[[ Input records open ]]
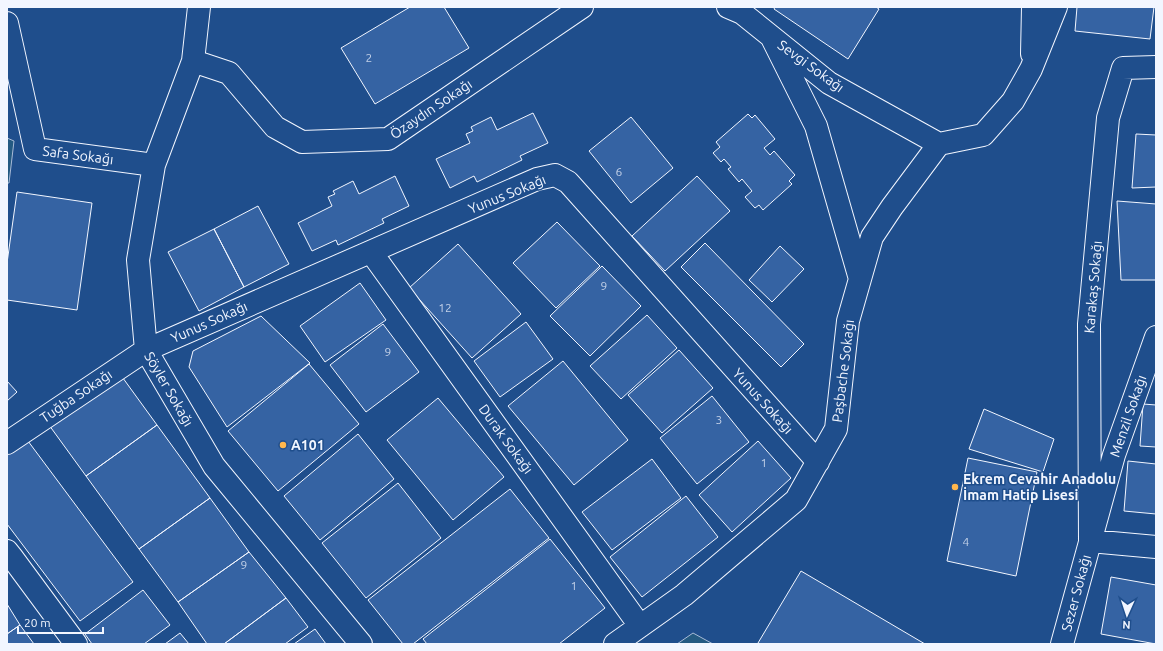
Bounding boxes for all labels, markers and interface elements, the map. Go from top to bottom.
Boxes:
street label: Sevgi Sokağı [775,37,847,95]
house number: 2 [366,51,372,64]
street label: Özaydın Sokağı [387,75,475,142]
street label: Safa Sokağı [42,143,114,167]
house number: 6 [616,165,623,178]
street label: Yunus Sokağı [466,171,548,217]
street label: Karakaş Sokağı [1081,240,1105,334]
house number: 9 [601,279,607,292]
street label: Yunus Sokağı [168,298,250,346]
house number: 12 [438,301,452,314]
street label: Paşbache Sokağı [829,319,857,423]
house number: 9 [385,345,391,358]
street label: Söyler Sokağı [141,349,197,429]
street label: Yunus Sokağı [730,365,796,437]
street label: Tuğba Sokağı [37,366,115,426]
street label: Menzil Sokağı [1106,373,1150,459]
street label: Durak Sokağı [475,401,537,477]
house number: 3 [716,413,722,426]
place label: A101 [291,437,325,453]
marker: A101 [278,440,288,450]
house number: 1 [761,456,767,469]
place label: Ekrem Cevahir Anadolu İmam Hatip Lisesi [963,471,1116,503]
marker: Ekrem Cevahir Anadolu İmam Hatip Lisesi [950,482,960,492]
house number: 4 [963,535,970,548]
street label: Sezer Sokağı [1058,553,1094,633]
house number: 9 [241,558,247,571]
house number: 1 [571,579,577,592]
north arrow [1107,595,1147,635]
scale bar [18,609,103,635]
text: 20 m [24,616,51,629]
text: N [1122,619,1131,631]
[[ Input records closed ]]
Work to complete:
Return all of the data exactly as written, and drop the pictures.

Written answer:
Bounding boxes for all labels, markers and interface elements, the map. Go from top to bottom.
Boxes:
street label: Sevgi Sokağı [775,37,847,95]
house number: 2 [366,51,372,64]
street label: Özaydın Sokağı [387,75,475,142]
street label: Safa Sokağı [42,143,114,167]
house number: 6 [616,165,623,178]
street label: Yunus Sokağı [466,171,548,217]
street label: Karakaş Sokağı [1081,240,1105,334]
house number: 9 [601,279,607,292]
street label: Yunus Sokağı [168,298,250,346]
house number: 12 [438,301,452,314]
street label: Paşbache Sokağı [829,319,857,423]
house number: 9 [385,345,391,358]
street label: Söyler Sokağı [141,349,197,429]
street label: Yunus Sokağı [730,365,796,437]
street label: Tuğba Sokağı [37,366,115,426]
street label: Menzil Sokağı [1106,373,1150,459]
street label: Durak Sokağı [475,401,537,477]
house number: 3 [716,413,722,426]
place label: A101 [291,437,325,453]
marker: A101 [278,440,288,450]
house number: 1 [761,456,767,469]
place label: Ekrem Cevahir Anadolu İmam Hatip Lisesi [963,471,1116,503]
marker: Ekrem Cevahir Anadolu İmam Hatip Lisesi [950,482,960,492]
house number: 4 [963,535,970,548]
street label: Sezer Sokağı [1058,553,1094,633]
house number: 9 [241,558,247,571]
house number: 1 [571,579,577,592]
north arrow [1107,595,1147,635]
scale bar [18,609,103,635]
text: 20 m [24,616,51,629]
text: N [1122,619,1131,631]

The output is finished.